Despite none of its citizens having access to the world wide web, North Korea has launched its first e-commerce store on its own highly-monitored national intranet.
Known as Okryu, the service is aimed at North Korea’s surprisingly large number of smartphone owners, who still lack the ability to connect to the wider internet, but will now be able to buy a range of products online, including cosmetics, clothing and food.
According to the Associated Press (AP), the site (and the North Korean government) are not exactly open to the idea of an open e-commerce platform, with payment only accepted in North Korean won from the government’s own banking system.
E-commerce in an economy with no advertising
Despite the country taking its first steps into e-commerce, Okyru is unlikely to be much of a profitable enterprise given that the vast majority of its citizens lack access to the country’s ‘domestic web’, let alone the wider internet, with almost all smartphone users based in the country’s capital, Pyongyang.

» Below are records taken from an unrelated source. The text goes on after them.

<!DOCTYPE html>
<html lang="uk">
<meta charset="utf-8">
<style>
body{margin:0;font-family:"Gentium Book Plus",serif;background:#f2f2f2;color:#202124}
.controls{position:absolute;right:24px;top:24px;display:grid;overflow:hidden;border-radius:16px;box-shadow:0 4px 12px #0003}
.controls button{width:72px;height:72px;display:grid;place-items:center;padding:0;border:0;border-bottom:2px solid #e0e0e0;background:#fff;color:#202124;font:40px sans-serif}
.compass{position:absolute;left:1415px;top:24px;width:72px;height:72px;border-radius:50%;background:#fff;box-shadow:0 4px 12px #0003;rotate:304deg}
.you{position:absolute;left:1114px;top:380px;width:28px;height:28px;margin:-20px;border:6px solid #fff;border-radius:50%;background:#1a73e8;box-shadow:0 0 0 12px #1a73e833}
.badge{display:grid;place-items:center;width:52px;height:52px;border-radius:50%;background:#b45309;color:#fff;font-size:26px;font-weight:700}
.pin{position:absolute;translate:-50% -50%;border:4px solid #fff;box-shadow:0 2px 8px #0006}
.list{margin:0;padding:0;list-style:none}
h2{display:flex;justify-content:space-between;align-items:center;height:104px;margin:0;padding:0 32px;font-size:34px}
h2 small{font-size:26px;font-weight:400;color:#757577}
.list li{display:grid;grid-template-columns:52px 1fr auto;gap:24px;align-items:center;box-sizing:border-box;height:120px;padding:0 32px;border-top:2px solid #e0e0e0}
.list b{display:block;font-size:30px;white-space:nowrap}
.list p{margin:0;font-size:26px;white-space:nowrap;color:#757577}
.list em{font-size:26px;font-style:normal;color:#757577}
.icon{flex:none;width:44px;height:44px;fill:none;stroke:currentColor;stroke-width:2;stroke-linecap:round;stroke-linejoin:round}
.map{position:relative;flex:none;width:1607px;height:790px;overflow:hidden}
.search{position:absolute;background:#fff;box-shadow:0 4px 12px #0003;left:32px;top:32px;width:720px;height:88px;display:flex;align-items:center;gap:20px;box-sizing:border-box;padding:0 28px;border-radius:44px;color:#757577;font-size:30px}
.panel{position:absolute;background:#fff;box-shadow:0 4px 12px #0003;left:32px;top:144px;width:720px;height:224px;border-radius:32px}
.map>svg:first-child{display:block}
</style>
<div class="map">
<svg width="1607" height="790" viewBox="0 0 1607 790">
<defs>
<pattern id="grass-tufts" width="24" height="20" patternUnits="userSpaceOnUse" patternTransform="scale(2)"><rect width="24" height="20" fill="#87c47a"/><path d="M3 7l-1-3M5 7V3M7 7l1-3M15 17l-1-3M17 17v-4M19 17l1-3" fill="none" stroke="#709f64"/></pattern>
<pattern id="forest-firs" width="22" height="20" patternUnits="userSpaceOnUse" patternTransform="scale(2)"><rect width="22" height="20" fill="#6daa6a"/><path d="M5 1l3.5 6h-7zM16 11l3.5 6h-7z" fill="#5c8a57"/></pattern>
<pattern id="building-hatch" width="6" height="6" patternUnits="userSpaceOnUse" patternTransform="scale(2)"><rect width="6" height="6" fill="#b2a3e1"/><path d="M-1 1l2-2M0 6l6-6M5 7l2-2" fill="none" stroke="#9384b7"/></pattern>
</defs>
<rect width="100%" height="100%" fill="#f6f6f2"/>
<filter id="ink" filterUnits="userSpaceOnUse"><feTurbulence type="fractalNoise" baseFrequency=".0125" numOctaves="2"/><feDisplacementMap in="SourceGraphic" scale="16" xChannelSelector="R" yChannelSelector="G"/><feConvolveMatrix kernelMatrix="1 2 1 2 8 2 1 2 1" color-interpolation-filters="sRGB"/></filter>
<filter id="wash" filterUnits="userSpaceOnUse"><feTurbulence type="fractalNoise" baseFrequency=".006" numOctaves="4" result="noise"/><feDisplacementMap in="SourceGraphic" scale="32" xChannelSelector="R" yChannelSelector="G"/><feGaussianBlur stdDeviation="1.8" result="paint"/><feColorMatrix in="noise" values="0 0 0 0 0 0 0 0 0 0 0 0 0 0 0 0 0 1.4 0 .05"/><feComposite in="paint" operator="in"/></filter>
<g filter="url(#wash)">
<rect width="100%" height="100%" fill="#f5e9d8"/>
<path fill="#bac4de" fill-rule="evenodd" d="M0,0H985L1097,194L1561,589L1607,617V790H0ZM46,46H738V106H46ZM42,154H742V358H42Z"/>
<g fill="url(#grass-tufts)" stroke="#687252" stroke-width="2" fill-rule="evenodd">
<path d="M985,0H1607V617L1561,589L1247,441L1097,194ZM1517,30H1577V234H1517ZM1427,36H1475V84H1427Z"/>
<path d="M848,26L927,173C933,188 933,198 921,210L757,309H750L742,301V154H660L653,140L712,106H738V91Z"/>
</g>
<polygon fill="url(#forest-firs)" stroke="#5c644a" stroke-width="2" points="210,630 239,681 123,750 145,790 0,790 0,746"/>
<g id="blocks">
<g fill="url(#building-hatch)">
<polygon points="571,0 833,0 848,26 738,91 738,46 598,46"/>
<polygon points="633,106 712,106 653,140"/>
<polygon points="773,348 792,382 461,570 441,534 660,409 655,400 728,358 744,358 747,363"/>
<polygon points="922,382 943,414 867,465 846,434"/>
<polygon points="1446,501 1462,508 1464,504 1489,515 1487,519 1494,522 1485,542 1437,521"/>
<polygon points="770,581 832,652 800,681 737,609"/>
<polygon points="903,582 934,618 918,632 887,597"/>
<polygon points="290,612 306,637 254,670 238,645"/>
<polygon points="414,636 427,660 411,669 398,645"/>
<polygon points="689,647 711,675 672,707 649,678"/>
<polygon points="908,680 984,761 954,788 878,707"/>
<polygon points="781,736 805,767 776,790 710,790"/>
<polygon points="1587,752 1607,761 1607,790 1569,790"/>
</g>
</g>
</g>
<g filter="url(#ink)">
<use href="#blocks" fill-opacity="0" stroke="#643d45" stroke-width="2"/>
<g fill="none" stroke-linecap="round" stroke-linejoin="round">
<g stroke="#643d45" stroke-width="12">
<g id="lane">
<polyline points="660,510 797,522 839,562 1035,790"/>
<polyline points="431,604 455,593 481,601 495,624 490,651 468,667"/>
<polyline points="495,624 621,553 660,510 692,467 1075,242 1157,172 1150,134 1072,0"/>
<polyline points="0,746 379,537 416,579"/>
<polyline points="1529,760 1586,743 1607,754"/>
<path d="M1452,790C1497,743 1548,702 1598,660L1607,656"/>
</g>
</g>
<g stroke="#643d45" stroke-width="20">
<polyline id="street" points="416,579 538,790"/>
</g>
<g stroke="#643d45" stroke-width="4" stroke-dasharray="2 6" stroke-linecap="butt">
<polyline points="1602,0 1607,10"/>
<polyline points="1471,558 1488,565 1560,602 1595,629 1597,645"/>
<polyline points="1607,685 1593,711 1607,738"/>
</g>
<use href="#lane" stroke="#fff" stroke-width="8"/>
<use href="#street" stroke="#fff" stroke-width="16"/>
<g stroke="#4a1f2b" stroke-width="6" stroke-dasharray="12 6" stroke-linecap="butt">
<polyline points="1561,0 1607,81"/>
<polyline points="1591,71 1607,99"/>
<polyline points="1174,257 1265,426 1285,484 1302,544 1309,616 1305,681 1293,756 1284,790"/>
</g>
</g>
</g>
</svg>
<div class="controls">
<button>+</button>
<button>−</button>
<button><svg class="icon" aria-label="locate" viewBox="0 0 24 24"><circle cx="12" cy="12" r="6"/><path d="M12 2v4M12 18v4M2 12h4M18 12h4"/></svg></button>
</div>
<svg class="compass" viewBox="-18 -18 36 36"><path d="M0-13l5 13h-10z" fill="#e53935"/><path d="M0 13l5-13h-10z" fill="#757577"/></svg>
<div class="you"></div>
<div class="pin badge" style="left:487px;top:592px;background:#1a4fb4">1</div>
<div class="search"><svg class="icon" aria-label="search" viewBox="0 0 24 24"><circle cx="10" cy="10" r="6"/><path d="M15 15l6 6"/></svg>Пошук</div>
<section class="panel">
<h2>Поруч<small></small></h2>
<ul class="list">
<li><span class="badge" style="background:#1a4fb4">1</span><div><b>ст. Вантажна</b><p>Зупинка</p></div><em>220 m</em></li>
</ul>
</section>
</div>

Even then, mobile phones are a relatively new phenomenon in the country, having been allowed by Kim Jong Un’s father and former ruler, Kim Jong Il, back in 2008.
Since then, however, the country has sold more than 2m phones; access to the country’s intranet was granted to the public to allow them to visit a handful of heavily censored websites created by the North Korean government.
Details and statistics of the site remain scant and. given that advertising is effectively banned in the single-party state, how it plans to promote itself to the small pool of ‘online’ consumers remains to be seen.